Kilkanaście minut później, Guldan w polu karnym oderwał się od Valencii, doskakując do Felixa, chociaż w tym samym czasie krył go Czerwiński. W efekcie Ekwadorczyk uzyskał możliwość oddania strzału – szczęśliwie dla Miedziowych, Hładun pilnował krótkiego słupka. Postawa defensorów odbiła się również na bramkarzu Zagłębia, który zaliczył dwie bardzo niepewne interwencje i o mały włos nie stracił piłki we własnym polu karnym (złe przyjęcie po podaniu Guldana).

Nietrafione zmiany

Zmiana formacji jedynie pogłębiła te wszystkie problemy. Lubinianie praktycznie przestali wychodzić z własnej połowy, linia obrony była bardzo statyczna. Ograniczono się do zaryglowania tyłów bezpośrednio przed Hładunem, co zemściło się przy bramce Hateleya. Kompletnie nie wykonywano pracy w drugiej linii. Brakowało wypychania przeciwnika, odrywania się od pozycji Matuszczyka i Matrasa celem ograniczenia pola rywalowi. Nie wspominając już o próbach odbioru i jakichkolwiek kontratakach. Rozpaczliwy zryw nastąpił dopiero po stracie drugiego gola.

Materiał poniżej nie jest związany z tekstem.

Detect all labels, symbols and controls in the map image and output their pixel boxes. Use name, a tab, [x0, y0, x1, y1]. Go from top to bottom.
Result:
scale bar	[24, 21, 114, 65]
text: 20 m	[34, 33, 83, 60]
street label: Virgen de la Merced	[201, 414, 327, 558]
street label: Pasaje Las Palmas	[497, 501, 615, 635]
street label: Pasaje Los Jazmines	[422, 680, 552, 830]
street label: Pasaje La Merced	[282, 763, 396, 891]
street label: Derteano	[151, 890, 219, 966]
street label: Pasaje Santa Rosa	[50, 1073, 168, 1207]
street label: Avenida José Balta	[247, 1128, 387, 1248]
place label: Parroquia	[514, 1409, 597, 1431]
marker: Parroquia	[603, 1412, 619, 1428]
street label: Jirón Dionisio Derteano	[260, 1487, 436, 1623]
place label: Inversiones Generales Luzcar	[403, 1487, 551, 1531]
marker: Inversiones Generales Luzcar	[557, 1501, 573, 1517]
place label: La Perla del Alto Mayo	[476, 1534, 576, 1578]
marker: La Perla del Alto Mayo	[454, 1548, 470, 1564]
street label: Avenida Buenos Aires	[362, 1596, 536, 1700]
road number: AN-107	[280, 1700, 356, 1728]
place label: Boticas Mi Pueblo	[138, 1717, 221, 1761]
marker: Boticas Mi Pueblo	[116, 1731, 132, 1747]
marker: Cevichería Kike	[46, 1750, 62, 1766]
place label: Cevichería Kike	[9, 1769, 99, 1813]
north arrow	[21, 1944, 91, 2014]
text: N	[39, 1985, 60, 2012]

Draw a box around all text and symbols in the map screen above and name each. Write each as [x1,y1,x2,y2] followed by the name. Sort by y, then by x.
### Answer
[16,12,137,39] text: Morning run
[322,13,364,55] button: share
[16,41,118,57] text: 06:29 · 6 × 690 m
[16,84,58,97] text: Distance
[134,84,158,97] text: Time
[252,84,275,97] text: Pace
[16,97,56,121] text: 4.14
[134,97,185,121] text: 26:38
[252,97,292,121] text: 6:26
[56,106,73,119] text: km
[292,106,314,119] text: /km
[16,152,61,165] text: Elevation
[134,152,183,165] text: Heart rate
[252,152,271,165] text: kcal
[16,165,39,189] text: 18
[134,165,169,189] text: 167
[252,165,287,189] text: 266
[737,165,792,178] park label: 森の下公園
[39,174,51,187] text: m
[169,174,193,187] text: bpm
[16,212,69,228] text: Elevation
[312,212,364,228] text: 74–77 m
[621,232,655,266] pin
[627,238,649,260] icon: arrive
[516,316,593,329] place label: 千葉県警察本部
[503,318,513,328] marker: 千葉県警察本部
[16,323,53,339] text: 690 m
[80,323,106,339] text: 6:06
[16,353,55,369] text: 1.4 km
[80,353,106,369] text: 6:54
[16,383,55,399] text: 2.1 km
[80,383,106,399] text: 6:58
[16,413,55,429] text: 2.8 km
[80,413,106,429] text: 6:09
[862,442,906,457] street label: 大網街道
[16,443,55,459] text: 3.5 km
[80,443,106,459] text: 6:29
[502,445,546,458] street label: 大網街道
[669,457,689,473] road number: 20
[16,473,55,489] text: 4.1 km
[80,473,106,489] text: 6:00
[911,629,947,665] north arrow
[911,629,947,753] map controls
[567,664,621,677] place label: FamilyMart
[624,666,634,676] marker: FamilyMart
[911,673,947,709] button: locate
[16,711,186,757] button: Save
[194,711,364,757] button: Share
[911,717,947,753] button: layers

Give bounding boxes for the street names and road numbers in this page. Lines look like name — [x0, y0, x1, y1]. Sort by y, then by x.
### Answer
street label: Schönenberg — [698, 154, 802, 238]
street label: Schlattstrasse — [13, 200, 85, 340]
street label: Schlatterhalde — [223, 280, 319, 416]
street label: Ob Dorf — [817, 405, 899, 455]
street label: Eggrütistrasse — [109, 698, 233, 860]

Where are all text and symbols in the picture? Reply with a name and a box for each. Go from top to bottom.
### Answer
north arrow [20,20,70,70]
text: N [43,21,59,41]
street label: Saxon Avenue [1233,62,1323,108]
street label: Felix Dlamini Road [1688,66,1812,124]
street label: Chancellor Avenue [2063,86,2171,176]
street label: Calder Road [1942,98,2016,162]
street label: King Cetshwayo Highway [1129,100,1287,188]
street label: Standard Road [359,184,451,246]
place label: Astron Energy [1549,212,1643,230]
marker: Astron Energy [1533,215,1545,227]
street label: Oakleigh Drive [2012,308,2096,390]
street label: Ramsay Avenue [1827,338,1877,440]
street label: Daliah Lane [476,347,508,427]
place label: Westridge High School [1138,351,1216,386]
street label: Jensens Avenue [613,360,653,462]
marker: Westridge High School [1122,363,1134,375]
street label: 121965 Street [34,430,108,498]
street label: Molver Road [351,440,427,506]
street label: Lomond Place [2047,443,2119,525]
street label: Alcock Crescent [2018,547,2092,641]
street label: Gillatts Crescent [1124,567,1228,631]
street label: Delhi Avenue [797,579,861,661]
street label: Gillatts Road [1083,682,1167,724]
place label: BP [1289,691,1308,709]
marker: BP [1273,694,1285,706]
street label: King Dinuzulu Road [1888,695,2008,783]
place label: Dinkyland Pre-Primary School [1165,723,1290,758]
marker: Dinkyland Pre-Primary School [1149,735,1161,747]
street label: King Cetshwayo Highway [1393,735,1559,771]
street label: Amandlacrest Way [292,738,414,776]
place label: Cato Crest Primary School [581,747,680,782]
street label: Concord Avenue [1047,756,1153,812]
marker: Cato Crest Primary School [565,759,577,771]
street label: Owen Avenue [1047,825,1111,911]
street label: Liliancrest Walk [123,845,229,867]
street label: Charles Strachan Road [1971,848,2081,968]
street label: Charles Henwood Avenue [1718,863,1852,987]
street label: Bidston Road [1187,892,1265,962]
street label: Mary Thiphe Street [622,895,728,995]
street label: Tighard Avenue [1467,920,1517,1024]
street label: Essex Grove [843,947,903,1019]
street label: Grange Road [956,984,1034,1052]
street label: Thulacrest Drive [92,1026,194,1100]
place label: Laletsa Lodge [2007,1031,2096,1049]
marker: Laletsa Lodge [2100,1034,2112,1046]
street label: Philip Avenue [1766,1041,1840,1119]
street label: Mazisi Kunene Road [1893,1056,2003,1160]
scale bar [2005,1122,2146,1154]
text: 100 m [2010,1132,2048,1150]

Zamiast jednak bawić się w tłumaczenie i docenianie małych rzeczy, trener Lewandowski przyznał, że to jego wina: - Biorę porażkę na siebie, biorę na siebie także odpowiedzialność za zmiany i całą taktykę.

I kibice Zagłębia mogą to uznać za swego rodzaju pokrzepienie. Zamiast awaryjnego wyłączania ostrzegawczej czerwonej kontrolki, jakby nic się nie stało, szkoleniowiec bezpośrednio po meczu otwarcie mówi o problemach i wyraża gotowość do ciężkiej pracy.